[Dataset entries]
# # # # #

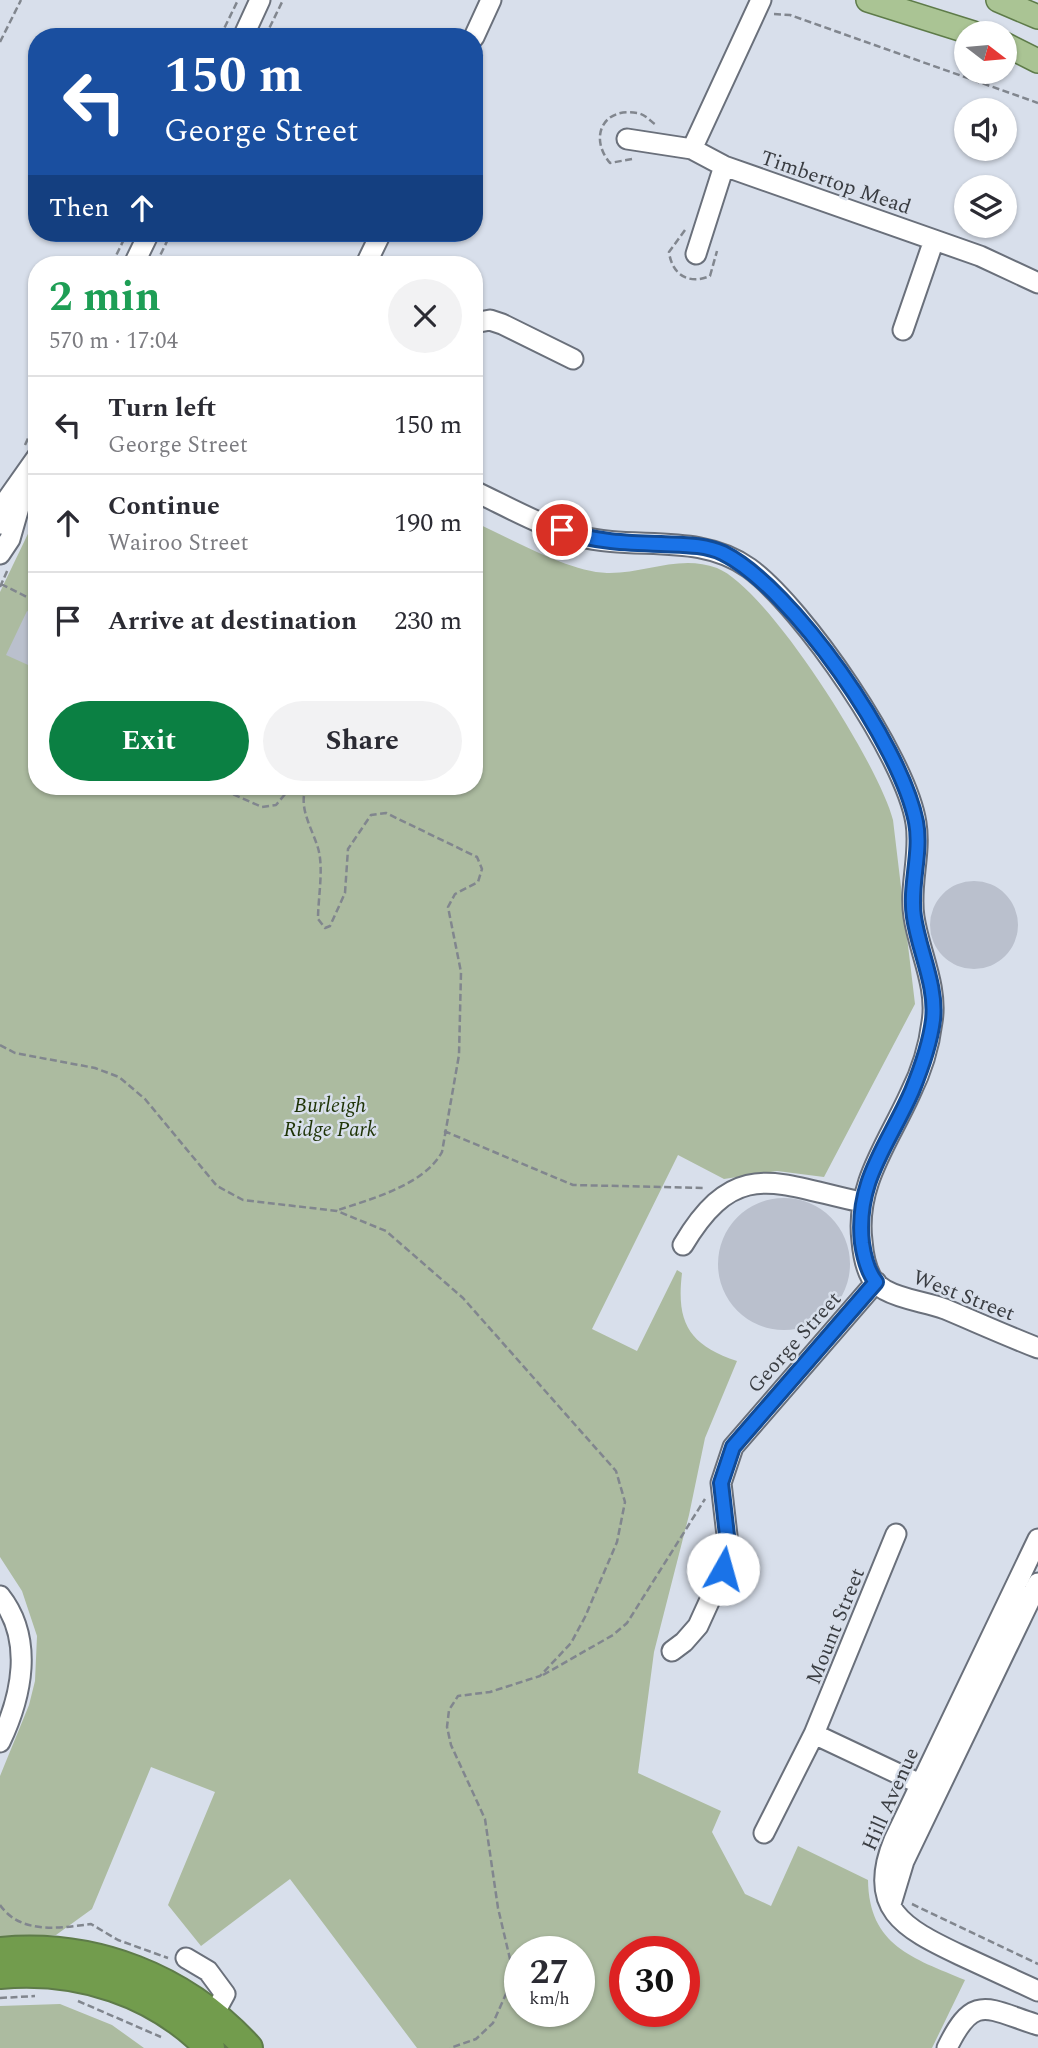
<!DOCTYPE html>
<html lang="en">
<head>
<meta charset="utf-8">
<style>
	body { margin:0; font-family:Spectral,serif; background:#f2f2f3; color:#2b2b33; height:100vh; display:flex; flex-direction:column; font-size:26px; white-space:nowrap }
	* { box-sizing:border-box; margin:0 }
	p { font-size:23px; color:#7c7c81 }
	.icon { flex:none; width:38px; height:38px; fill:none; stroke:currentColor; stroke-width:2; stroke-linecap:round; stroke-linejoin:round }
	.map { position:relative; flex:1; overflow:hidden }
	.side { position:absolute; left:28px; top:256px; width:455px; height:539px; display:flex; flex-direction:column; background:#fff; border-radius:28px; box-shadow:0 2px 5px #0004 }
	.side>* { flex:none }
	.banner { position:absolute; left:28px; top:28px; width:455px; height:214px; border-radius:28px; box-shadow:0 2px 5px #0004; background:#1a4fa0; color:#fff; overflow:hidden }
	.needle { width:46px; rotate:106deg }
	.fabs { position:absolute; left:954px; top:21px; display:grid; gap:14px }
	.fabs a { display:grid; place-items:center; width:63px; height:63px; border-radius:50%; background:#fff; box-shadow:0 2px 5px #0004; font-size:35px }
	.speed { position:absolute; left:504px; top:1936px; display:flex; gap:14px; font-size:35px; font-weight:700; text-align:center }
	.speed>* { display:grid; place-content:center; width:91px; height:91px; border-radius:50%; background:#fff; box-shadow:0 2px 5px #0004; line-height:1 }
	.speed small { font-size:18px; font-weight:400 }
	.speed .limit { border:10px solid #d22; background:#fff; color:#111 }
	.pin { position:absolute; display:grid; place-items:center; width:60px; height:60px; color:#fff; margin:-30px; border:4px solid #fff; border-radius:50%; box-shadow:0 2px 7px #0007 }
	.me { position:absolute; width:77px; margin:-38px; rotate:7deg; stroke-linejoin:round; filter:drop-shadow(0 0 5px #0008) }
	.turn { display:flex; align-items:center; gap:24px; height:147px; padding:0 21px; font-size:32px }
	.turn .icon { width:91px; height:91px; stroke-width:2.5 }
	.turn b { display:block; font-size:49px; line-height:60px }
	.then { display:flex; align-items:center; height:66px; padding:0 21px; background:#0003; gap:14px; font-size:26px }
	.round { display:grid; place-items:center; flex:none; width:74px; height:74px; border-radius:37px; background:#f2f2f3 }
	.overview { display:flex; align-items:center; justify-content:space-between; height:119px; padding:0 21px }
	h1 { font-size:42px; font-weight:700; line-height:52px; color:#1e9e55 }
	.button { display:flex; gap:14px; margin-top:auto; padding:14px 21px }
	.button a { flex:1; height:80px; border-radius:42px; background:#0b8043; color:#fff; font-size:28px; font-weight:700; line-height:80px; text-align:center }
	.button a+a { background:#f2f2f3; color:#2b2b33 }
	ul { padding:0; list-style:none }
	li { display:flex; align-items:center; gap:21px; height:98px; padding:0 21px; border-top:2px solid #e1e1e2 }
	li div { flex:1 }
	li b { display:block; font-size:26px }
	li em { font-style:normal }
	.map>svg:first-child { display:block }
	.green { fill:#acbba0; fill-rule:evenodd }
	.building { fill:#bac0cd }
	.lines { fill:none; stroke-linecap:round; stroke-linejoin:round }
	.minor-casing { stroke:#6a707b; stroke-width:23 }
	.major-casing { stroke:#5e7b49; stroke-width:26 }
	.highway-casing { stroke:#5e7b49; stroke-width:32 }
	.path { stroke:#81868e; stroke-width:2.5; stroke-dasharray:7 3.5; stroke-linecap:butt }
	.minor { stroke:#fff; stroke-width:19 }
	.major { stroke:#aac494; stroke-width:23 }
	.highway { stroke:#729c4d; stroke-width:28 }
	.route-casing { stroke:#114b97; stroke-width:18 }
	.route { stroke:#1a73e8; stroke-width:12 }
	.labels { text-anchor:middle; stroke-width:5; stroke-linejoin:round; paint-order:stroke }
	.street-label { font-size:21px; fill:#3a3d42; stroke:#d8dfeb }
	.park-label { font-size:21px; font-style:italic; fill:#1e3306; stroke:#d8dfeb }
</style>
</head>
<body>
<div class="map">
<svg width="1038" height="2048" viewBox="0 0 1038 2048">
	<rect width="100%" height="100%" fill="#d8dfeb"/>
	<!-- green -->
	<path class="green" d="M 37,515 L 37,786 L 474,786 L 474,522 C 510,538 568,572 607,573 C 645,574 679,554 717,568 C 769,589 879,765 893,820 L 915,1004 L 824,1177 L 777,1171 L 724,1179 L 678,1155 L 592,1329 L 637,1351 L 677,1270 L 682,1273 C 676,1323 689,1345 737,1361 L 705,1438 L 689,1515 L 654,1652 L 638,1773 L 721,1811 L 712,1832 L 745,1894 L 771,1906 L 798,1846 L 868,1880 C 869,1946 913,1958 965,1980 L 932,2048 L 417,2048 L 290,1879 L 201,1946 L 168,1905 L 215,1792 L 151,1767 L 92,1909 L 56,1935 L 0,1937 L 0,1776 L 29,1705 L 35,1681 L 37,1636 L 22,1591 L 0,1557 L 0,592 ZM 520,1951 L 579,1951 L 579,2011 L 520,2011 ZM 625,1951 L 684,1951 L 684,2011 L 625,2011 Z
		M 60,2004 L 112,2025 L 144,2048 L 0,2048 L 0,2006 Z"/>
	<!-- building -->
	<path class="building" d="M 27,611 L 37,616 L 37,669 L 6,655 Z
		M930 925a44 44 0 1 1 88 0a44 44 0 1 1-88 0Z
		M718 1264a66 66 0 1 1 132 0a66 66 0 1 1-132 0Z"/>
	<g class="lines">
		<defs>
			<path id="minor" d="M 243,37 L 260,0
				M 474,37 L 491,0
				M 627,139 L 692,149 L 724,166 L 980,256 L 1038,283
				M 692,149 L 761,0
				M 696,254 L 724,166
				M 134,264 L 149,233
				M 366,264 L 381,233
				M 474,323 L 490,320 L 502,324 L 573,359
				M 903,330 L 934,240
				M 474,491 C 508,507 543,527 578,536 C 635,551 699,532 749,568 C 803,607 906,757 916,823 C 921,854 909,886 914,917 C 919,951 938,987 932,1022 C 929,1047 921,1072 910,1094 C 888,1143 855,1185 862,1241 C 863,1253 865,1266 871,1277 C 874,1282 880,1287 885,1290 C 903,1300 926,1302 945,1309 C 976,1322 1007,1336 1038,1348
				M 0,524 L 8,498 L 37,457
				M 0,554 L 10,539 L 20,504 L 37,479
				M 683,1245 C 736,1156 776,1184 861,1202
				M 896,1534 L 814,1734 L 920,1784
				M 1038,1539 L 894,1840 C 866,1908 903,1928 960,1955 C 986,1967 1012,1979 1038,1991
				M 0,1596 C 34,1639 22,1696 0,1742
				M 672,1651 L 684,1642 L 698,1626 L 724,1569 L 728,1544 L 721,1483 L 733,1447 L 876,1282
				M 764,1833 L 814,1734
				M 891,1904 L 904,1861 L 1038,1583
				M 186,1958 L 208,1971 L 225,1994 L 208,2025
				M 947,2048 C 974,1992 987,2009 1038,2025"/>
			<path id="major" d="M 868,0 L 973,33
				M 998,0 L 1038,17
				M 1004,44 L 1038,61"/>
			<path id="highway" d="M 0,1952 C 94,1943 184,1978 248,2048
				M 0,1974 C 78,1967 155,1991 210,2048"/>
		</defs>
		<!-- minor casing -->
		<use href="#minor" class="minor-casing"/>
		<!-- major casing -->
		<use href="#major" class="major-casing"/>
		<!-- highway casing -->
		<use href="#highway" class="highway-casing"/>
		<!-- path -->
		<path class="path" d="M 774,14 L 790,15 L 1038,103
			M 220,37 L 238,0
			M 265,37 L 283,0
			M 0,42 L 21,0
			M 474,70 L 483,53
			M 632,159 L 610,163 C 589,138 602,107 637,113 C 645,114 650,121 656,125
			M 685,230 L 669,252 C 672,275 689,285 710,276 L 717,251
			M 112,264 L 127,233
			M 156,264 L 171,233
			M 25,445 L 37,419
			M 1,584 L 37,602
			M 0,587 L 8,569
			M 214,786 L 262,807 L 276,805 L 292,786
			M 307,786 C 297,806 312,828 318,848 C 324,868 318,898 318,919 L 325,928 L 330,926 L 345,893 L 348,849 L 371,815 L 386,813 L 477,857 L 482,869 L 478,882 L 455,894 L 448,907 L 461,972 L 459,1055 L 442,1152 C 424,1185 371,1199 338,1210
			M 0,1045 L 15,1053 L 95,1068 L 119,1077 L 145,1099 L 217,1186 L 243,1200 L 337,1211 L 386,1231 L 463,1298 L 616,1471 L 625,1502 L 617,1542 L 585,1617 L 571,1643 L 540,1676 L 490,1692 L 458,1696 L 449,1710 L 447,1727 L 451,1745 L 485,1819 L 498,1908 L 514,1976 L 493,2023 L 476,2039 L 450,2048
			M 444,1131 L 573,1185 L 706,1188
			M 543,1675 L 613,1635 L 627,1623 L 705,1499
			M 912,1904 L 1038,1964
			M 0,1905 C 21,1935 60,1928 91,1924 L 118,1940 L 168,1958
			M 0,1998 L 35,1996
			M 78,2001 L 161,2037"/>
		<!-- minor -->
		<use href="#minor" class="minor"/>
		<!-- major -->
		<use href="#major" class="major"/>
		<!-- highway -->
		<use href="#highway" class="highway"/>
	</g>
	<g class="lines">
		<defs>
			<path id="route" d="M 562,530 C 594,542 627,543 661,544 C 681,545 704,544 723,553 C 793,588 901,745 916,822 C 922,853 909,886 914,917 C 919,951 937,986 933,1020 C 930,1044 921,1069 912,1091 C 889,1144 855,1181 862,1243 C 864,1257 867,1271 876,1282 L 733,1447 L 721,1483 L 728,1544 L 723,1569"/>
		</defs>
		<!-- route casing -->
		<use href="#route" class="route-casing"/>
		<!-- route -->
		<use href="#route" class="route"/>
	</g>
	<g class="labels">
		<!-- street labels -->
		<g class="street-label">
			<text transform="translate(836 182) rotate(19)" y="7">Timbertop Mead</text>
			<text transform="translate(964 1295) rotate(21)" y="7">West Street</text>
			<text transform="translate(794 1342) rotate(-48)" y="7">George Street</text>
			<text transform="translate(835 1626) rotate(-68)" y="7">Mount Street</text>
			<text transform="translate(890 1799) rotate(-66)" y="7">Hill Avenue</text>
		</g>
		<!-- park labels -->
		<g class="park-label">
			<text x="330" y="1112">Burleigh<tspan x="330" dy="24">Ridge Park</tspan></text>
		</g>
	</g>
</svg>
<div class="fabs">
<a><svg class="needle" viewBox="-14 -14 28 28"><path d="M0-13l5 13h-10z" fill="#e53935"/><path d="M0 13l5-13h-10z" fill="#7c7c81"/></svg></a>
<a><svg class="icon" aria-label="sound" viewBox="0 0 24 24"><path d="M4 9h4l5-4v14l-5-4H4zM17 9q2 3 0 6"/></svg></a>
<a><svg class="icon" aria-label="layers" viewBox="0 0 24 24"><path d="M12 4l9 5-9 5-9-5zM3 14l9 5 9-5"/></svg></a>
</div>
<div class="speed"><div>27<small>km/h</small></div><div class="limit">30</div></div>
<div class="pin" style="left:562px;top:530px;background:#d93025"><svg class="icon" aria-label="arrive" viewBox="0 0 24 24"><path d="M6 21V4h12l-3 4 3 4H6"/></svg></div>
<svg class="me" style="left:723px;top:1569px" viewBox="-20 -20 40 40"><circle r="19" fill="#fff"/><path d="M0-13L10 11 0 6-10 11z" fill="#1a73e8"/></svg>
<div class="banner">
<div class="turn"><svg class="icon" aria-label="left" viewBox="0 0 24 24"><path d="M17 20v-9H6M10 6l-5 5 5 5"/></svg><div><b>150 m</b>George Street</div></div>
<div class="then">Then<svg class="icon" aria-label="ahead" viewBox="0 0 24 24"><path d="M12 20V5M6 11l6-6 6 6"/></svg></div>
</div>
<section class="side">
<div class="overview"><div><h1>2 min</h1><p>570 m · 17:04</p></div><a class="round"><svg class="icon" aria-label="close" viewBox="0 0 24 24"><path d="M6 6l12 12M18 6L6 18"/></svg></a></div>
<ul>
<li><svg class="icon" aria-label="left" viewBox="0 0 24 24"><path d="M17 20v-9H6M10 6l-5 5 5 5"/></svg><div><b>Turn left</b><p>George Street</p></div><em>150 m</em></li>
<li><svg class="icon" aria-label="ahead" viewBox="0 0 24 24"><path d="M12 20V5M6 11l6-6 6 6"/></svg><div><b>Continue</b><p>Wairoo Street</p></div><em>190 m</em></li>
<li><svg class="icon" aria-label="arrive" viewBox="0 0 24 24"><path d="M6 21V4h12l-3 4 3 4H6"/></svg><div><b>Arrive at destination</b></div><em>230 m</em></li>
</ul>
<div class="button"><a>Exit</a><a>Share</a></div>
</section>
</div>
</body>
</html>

# # # # #

## EXERCISE PROMPT
Read through the entries above and copy each line that has the string "none" in it.

## EXERCISE RESPONSE
	.icon { flex:none; width:38px; height:38px; fill:none; stroke:currentColor; stroke-width:2; stroke-linecap:round; stroke-linejoin:round }
	.side>* { flex:none }
	.round { display:grid; place-items:center; flex:none; width:74px; height:74px; border-radius:37px; background:#f2f2f3 }
	ul { padding:0; list-style:none }
	.lines { fill:none; stroke-linecap:round; stroke-linejoin:round }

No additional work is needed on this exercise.